Here, the [Unit] part of the systemd specification has the following lines:

[Unit]
Description=Ethereum 1 client rpcdaemon
Requires=erigon.service
After=erigon.service

This will mean that the erigon-rpcdaemon.service will only launch after the erigon.service is running. This propagates to lighthouse.service:

[Unit]
Description=Ethereum 2 mainnet client
Requires=erigon-rpcdaemon.service
After=erigon-rpcdaemon.service

...

And from there on to the validator:

[Unit]
Description=Ethereum 2 mainnet client validator
Requires=lighthouse.service
After=lighthouse.service

...

This way, a simple systemctl restart erigon command will cause the whole stack to upgrade.

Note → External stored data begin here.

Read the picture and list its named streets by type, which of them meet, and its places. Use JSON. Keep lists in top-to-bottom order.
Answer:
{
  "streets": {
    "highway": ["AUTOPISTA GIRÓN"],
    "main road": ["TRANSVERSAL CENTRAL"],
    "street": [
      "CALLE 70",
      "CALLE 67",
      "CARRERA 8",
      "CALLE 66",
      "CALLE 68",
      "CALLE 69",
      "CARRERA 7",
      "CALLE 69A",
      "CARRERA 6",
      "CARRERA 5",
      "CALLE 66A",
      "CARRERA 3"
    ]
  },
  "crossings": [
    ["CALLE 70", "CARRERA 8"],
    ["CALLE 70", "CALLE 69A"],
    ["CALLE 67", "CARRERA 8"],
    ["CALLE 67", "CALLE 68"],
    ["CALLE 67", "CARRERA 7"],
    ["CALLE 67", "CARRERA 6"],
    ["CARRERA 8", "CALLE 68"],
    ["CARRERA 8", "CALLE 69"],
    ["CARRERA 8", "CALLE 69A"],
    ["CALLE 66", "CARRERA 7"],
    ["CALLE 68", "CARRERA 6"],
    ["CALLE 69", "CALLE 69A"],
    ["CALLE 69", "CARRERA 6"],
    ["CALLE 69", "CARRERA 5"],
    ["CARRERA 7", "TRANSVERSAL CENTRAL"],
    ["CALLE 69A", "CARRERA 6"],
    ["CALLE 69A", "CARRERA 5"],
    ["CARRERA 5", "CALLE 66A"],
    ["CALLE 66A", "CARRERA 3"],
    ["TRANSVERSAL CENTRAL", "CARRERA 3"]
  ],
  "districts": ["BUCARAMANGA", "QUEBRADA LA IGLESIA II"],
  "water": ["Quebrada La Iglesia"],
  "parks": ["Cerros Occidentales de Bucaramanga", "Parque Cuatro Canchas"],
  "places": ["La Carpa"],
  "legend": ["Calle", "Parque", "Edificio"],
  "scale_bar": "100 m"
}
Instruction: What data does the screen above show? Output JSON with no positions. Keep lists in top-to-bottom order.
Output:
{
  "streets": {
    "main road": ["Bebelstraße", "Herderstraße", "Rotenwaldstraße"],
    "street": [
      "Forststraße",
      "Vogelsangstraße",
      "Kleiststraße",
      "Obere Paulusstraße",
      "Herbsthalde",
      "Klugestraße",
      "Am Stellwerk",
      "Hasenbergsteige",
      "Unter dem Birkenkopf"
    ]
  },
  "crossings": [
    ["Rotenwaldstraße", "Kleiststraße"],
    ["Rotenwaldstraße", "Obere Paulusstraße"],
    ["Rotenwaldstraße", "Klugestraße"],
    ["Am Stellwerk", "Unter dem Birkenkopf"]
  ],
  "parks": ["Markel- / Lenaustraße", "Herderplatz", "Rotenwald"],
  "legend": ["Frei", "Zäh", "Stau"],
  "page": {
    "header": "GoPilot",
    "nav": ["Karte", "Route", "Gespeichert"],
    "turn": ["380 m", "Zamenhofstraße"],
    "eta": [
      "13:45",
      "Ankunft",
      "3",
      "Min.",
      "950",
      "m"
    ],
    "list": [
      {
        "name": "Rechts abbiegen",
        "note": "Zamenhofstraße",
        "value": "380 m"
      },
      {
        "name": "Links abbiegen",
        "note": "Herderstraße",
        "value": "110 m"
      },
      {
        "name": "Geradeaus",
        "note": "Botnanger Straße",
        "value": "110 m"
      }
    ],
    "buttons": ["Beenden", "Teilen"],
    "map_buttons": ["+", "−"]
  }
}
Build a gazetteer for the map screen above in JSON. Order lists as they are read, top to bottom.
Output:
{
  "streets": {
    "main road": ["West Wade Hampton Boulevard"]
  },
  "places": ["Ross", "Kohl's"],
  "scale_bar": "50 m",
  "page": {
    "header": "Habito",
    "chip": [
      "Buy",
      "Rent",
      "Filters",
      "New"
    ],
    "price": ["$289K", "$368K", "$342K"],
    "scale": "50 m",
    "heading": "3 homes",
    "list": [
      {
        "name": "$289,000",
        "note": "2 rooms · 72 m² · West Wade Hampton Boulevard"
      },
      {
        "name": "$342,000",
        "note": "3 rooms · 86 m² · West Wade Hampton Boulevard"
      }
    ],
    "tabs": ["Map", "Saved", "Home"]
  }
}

Integrating container updates to system upgrades

While running the restart operation could be a cron job, the reality is that the nodes also run other software. This includes but is not limited to podman, i.e., the Docker host and the kernel of the system. These updates are arguably as important to the client upgrades to avoid shellshocks and vulnerabilities alike to be introduced over time.

To avoid dependency conflicts between different processes and thus risk the maintenance process cascading into chaos, I have taken the approach popularised by the CoreOS Linux distribution. Here, the general idea is that everything except for the kernel and the container runtime interface is a container. And while CoreOS as a company does not exist anymore, the distribution is kept alive by Fedora as Fedora CoreOS.

But how does this help? Well, CoreOS also auto-upgrades the kernel by periodically polling the release windows. Naturally, you may also configure the way these updates are rolled out. This way, by enabling the erigon.service with systemctl enable erigon.service the operating system will trigger the process to start on each boot. And in CoreOS, each unattended boot operation corresponds to a system upgrade, which by specifying podman rm and podman pull operations corresponds to also upgrading the clients automatically. What is thus achieved is that around each week, when Fedora releases a new CoreOS version, the nodes will download the patches, restart, and then upgrade the Ethereum client processes. This allows unattended-upgrades across all nodes that I maintain, thus effectively avoiding chain splits.

Monitoring

In theory, this works all okay, but sometimes backward compatibility with the mounted persistent storage is broken in practice. And sometimes, the command line arguments are tweaked, which may also cause downtime. The way to resolve this is by introducing monitoring to the cluster, for which there already exists process-specific approaches via Prometheus and Grafana.

But, Prometheus and Grafana only work as long as the node itself can recover from configuration errors, which it often cannot because there is no programmatic way to apply patches to filesystem and process arguments. To resolve this, we should first test that the upgrade does not cause downtime, and only if so, then upgrade. While I have not configured these to work automatically, the tools already exist in the form of Linux checkpoints.

Luckily, the checkpoint operations also apply to containers via CRIU. In essence, CRIU allows the containers to be stopped and pushed to a remote computer while the host itself tries to upgrade the system. Interestingly, this also applies to kernel upgrades via seamless kernel upgrades. This way, it could be possible to devise an approach that works roughly as follows:

  1. When there is an upgrade to the kernel, simulate the upgrade by moving the containers to another host via checkpoints.
  2. Check that the kernel upgrade can be executed with kexec, and if so, boot into it and pull the latest container images. Otherwise, notify the ops team (that's me!) that the upgrade breaks something.
  3. If the kernel upgrade is OK, pull the latest container images and see if we run into an error. If so, notify the ops team that the kernel upgrade is OK, but the containers have a problem.
  4. If there is a problem container, postpone the upgrade and pull the checkpoint images from the remote host to continue operation while a manual upgrade is resolved.
  5. Otherwise, all is good and we run the latest software, and the remote checkpoints can be destroyed.